• DATASET CONTENT
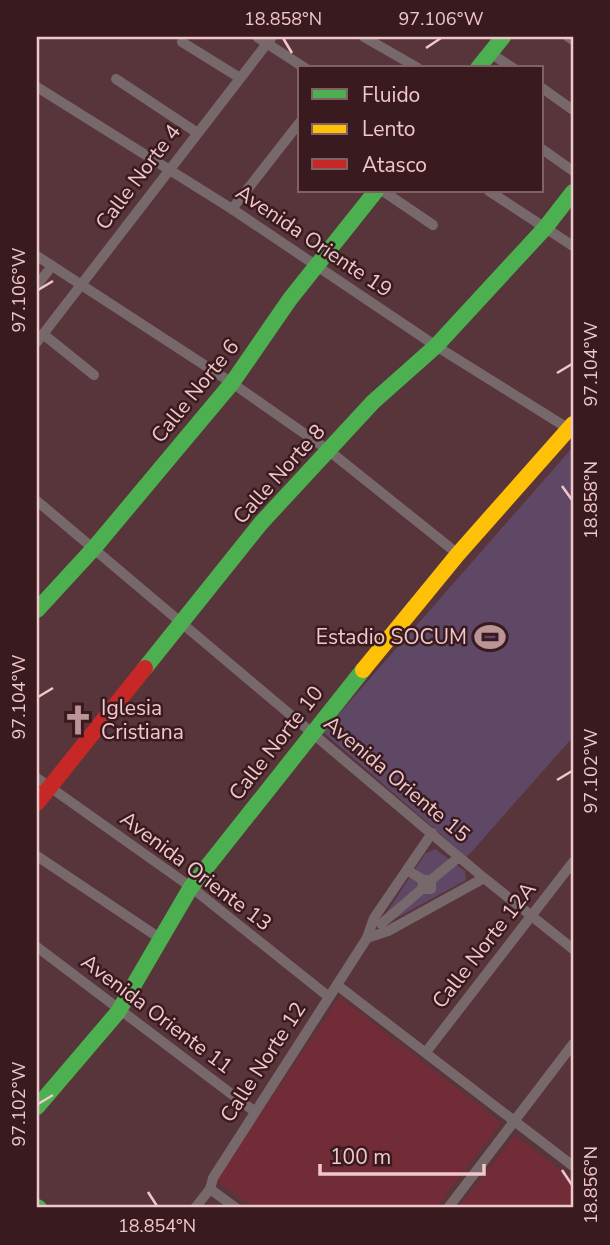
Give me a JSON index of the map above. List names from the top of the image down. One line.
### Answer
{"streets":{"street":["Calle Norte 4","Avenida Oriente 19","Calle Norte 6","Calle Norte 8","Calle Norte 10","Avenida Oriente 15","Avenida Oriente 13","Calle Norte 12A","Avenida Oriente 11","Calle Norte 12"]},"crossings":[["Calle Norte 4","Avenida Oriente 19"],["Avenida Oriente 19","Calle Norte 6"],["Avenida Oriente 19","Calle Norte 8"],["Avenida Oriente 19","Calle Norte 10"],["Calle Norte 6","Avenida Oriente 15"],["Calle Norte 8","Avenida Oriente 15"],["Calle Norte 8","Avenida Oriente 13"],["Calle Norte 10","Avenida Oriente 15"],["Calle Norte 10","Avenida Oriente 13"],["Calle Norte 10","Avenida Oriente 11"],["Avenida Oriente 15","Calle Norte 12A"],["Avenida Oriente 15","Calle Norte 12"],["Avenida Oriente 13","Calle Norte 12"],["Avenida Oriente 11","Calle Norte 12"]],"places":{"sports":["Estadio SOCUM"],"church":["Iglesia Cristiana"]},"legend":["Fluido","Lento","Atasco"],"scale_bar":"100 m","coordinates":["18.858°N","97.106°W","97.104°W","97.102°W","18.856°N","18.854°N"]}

--

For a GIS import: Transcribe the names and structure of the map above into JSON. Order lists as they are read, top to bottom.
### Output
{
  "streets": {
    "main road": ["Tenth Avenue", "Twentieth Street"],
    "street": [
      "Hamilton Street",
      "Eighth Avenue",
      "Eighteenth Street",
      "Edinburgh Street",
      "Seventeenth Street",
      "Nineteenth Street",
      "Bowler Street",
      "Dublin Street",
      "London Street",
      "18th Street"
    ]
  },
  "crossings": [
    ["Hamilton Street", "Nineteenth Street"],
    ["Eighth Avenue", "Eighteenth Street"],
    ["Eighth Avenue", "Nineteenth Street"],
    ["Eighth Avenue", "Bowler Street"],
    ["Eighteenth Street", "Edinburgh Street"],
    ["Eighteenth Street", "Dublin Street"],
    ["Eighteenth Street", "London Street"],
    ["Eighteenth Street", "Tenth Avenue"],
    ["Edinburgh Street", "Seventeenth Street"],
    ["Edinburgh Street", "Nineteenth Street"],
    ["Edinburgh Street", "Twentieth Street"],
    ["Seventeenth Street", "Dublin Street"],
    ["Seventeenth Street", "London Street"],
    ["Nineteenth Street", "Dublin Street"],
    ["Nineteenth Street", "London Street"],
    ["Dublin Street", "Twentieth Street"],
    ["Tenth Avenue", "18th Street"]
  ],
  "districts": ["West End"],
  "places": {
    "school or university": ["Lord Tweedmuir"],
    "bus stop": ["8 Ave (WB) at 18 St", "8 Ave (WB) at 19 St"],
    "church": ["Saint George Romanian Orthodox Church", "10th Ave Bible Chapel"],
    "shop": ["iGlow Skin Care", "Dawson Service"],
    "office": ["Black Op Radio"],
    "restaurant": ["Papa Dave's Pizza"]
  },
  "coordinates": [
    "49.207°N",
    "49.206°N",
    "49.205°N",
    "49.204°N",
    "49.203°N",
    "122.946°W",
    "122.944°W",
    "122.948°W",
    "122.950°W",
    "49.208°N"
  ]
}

• WORK TO COMPLETE
Search the preceding listing for the word "crossings" and pull out every line that holds it.

• ANSWER BOX
{"streets":{"street":["Calle Norte 4","Avenida Oriente 19","Calle Norte 6","Calle Norte 8","Calle Norte 10","Avenida Oriente 15","Avenida Oriente 13","Calle Norte 12A","Avenida Oriente 11","Calle Norte 12"]},"crossings":[["Calle Norte 4","Avenida Oriente 19"],["Avenida Oriente 19","Calle Norte 6"],["Avenida Oriente 19","Calle Norte 8"],["Avenida Oriente 19","Calle Norte 10"],["Calle Norte 6","Avenida Oriente 15"],["Calle Norte 8","Avenida Oriente 15"],["Calle Norte 8","Avenida Oriente 13"],["Calle Norte 10","Avenida Oriente 15"],["Calle Norte 10","Avenida Oriente 13"],["Calle Norte 10","Avenida Oriente 11"],["Avenida Oriente 15","Calle Norte 12A"],["Avenida Oriente 15","Calle Norte 12"],["Avenida Oriente 13","Calle Norte 12"],["Avenida Oriente 11","Calle Norte 12"]],"places":{"sports":["Estadio SOCUM"],"church":["Iglesia Cristiana"]},"legend":["Fluido","Lento","Atasco"],"scale_bar":"100 m","coordinates":["18.858°N","97.106°W","97.104°W","97.102°W","18.856°N","18.854°N"]}
  "crossings": [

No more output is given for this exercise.